Here are six home desk hacks to get you grafting like a pro: 

1. Own your space 

The first thing you want to do is clearly define a separate workspace from the rest of your house and make it your own. Whether it’s a desk or study or the ‘office end’ of your dining room table, it needs to be consistent. Let it be known to everyone else at home that once you’re at your desk you mean business and that you shouldn’t be disturbed unless it’s an emergency. 

2. Get the right chair

Now that you’ve owned your space, you want to own your posture. In all likelihood, you’ll be spending a large portion of your working life sitting at a desk. Develop good posture now and trust us your back will thank you for it later. A good, ergonomic chair is essential. Here are some things to consider when choosing:

  • Your knees should be 90 degrees from the floor
  • Your stomach muscles should be engaged and your shoulders back
  • Your seat depth should ensure that your back is properly supported, use a cushion if you need to 
  • Armrests should be the same height as your keyboard and mouse
  • Try to find a chair that reclines to give your muscles a break and don’t forget to stand and stretch as often as possible 

3. Look for natural light

If you can, set up somewhere where there is lots of natural light. It’s been proven that natural light helps to lift mood and reduce stress. A window with a view is first prize. However, if natural light is not an option, be sure to take lots of walk breaks outside to get some fresh air and that all important sunshine. A few minutes outside can have a profound effect on both your mood and motivation. 

4. Make it cosy

The great thing about working from home is that you get to set the temperature however you like. So make sure you are warm and comfortable – it’s proven to help reduce errors. Now that winter is here, make a cup of tea, get a blanket if you need it, and settle in for another great day of learning. 
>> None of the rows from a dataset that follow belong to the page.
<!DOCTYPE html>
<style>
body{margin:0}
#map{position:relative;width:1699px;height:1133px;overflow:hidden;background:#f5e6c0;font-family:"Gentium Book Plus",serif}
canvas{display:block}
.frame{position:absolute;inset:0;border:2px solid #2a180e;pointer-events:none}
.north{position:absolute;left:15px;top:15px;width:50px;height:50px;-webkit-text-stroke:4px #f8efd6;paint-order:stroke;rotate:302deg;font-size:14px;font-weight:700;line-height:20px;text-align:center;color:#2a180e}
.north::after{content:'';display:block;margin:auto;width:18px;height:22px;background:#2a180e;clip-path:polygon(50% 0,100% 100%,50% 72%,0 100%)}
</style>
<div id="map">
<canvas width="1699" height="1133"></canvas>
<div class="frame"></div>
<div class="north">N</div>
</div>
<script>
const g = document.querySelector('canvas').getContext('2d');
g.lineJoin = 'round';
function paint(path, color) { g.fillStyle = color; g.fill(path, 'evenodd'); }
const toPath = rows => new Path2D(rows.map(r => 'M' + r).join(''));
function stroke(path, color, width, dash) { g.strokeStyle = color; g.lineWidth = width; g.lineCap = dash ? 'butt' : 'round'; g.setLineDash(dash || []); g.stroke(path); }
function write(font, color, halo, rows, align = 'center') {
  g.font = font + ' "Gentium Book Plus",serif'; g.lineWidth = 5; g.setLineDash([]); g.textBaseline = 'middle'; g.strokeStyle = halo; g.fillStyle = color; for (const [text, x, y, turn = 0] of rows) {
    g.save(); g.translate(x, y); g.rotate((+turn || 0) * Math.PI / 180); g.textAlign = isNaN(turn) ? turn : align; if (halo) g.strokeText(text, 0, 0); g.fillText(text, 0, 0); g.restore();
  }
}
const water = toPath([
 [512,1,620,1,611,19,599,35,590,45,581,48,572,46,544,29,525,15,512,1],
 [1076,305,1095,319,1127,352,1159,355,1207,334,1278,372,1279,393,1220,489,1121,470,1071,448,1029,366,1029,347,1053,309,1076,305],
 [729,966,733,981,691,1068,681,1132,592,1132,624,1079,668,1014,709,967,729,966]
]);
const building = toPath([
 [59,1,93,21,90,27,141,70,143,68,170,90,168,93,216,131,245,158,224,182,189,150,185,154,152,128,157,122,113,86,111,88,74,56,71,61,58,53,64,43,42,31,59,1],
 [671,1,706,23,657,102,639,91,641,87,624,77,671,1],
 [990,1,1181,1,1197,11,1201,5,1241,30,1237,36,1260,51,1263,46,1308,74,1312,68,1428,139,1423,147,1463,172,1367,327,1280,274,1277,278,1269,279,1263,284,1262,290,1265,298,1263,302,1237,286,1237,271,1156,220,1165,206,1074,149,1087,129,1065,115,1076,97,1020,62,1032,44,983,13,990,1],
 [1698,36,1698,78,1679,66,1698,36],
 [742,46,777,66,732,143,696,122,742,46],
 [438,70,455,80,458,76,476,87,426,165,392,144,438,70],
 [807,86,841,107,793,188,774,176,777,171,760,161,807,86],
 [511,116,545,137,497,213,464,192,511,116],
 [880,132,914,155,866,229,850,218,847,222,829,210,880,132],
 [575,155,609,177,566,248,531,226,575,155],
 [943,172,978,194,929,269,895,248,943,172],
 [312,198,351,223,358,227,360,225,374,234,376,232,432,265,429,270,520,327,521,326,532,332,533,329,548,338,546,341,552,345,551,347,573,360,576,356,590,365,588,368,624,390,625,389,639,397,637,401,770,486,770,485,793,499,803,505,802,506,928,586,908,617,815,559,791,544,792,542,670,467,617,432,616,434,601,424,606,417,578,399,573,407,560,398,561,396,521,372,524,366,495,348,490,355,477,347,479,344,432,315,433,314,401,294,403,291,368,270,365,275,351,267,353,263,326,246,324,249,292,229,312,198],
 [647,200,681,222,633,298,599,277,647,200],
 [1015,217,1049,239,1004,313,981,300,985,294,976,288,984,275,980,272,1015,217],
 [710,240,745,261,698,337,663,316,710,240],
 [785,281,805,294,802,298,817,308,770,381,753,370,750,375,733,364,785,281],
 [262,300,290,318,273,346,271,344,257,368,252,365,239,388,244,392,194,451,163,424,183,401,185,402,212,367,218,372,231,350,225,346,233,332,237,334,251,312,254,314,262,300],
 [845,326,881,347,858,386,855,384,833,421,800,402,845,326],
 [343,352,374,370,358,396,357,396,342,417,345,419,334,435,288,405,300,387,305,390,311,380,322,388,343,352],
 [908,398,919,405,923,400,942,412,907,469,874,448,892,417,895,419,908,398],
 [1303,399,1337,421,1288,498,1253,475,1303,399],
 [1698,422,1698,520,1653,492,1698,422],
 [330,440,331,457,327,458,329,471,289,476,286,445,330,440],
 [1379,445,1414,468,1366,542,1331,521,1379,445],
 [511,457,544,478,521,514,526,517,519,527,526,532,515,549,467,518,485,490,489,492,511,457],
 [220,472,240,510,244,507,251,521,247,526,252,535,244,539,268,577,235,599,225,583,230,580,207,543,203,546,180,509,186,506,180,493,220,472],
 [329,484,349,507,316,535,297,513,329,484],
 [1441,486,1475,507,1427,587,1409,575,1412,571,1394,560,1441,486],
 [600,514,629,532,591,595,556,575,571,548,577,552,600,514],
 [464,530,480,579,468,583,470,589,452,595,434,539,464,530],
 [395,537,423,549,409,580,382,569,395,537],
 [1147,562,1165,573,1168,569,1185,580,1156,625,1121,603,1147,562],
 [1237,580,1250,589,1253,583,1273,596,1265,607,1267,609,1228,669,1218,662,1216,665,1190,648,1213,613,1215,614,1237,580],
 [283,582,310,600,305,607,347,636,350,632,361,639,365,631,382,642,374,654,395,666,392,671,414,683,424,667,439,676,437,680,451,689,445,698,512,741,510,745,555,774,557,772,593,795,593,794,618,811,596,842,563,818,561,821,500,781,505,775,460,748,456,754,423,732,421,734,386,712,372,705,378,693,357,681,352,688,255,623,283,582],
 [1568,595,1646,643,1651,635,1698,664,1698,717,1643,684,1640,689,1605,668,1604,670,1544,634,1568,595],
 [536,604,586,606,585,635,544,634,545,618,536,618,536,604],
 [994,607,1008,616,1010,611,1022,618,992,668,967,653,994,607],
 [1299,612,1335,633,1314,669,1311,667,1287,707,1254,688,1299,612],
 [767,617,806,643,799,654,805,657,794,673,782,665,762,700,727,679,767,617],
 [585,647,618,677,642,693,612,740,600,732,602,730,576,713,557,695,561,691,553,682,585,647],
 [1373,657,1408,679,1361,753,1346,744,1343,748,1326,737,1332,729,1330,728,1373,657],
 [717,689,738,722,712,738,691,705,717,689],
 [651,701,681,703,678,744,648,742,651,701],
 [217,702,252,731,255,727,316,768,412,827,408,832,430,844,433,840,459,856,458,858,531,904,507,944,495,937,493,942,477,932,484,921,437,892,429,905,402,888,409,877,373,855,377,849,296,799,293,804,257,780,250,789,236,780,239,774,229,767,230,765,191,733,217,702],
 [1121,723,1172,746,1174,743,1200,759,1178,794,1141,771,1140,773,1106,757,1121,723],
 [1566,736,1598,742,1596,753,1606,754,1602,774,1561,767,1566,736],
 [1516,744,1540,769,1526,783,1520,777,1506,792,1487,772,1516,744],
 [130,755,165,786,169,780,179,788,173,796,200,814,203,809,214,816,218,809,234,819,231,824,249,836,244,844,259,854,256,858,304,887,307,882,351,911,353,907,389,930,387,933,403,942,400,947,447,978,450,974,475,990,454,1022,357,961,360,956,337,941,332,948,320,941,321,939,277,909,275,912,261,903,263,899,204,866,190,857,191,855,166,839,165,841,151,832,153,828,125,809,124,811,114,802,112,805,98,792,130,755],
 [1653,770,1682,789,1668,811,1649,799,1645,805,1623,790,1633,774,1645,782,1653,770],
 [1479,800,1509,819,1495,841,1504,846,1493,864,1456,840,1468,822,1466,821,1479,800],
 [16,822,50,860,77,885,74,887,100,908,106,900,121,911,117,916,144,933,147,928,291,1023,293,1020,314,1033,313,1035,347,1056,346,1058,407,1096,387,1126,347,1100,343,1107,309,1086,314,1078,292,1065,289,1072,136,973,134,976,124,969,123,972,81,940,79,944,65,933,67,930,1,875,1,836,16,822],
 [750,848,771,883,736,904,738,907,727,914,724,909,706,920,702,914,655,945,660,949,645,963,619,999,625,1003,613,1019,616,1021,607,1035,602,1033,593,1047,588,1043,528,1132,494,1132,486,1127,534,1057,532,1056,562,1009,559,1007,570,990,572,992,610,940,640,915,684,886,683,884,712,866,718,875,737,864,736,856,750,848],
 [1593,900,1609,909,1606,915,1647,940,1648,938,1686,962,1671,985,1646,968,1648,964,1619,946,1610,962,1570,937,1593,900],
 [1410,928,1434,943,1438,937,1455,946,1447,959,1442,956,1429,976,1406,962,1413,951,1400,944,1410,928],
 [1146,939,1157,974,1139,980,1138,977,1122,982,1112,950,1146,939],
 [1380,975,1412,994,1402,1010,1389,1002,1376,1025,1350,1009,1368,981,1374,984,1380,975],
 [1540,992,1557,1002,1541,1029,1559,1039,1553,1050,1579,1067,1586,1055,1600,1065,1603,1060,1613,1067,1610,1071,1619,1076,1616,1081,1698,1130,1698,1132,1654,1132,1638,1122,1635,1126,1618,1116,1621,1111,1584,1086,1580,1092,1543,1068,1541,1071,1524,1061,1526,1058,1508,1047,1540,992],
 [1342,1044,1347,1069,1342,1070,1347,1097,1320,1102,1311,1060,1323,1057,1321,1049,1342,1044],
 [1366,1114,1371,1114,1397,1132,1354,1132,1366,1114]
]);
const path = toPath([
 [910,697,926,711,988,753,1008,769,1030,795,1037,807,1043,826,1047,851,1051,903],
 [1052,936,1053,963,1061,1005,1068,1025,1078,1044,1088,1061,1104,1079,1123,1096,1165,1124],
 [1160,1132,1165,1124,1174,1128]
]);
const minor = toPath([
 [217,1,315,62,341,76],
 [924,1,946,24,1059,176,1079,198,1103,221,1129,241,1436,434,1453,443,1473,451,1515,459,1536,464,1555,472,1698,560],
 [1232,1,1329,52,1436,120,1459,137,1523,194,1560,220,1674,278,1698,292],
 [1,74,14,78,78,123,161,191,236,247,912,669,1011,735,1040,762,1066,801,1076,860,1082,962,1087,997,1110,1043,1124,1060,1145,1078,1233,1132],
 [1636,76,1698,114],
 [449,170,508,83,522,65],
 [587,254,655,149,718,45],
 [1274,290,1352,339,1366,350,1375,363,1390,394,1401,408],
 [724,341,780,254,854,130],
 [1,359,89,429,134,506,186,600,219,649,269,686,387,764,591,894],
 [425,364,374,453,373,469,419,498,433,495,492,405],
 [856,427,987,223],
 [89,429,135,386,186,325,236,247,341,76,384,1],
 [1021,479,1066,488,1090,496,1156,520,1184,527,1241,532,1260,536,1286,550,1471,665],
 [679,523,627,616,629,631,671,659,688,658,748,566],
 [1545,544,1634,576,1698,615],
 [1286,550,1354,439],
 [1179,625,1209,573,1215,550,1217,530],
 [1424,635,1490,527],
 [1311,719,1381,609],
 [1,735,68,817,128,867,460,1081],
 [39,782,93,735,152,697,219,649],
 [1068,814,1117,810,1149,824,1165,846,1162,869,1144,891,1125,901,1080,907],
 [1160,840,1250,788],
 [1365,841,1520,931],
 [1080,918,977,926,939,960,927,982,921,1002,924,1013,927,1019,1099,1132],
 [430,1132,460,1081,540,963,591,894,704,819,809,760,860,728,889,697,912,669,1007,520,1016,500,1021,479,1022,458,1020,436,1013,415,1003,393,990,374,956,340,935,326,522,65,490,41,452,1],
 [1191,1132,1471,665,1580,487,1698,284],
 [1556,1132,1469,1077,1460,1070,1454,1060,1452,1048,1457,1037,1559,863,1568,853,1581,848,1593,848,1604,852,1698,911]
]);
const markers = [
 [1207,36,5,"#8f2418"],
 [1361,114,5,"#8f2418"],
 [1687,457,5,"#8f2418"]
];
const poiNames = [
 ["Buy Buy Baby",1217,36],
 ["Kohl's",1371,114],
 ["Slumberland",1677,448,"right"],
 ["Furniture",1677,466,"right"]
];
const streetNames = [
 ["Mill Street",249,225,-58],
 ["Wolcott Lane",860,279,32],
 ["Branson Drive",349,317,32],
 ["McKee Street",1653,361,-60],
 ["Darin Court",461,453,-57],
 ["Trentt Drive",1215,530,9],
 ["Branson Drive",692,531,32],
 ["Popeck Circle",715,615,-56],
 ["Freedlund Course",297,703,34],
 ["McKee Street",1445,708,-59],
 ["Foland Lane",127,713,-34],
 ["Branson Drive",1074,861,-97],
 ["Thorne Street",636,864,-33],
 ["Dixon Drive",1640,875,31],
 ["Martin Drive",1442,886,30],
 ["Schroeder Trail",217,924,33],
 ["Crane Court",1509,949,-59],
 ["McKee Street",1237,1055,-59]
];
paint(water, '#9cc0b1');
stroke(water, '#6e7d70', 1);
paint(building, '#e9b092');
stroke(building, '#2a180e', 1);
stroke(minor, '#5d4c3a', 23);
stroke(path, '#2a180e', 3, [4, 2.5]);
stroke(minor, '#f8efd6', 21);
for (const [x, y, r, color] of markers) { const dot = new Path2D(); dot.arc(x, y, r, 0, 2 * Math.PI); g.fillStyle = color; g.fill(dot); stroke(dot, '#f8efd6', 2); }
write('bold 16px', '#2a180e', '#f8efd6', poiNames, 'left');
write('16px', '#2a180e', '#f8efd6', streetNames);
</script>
5. Arrange your working space impeccably 

It’s a good idea to keep on top of your desk space. Some of us are naturally messier than others and that’s perfectly okay, but a clean, inviting work space can help you to stay focussed and get into a flow state. Whereas a messy one can leave you feeling disorganised and overwhelmed. 

Here are our three top desktop tips: 

  • Avoid clutter: Depending on your subject choices and how much printing you like to do it may be good to have some storage.  
  • Make sure that you have enough space to take notes and rest your arms. Your computer screen should be level with your eyes and at least 50cm away from you. 
  • Keep your computer desktop tidy too: A clutter-free desktop has the same effect as a neat and tidy desk. It’s good practice to keep all your notes and assignments labelled and filed away properly. 

6. Make it yours

Your workspace is a reflection of you and should be as attractive and inviting as possible without causing you distraction. Decorate it with your favourite momentos and trinkets, add a desk plant and some photos of the people that you love, get a vase and fill it with flowers – whatever brings you joy. 

Ultimately school should be a fun, engaging experience and sitting down at your desk should be the same. Make your workspace a warm and welcome reminder that you’ve got another stimulating day with your friends ahead, and soon it’ll become your favourite spot in the house!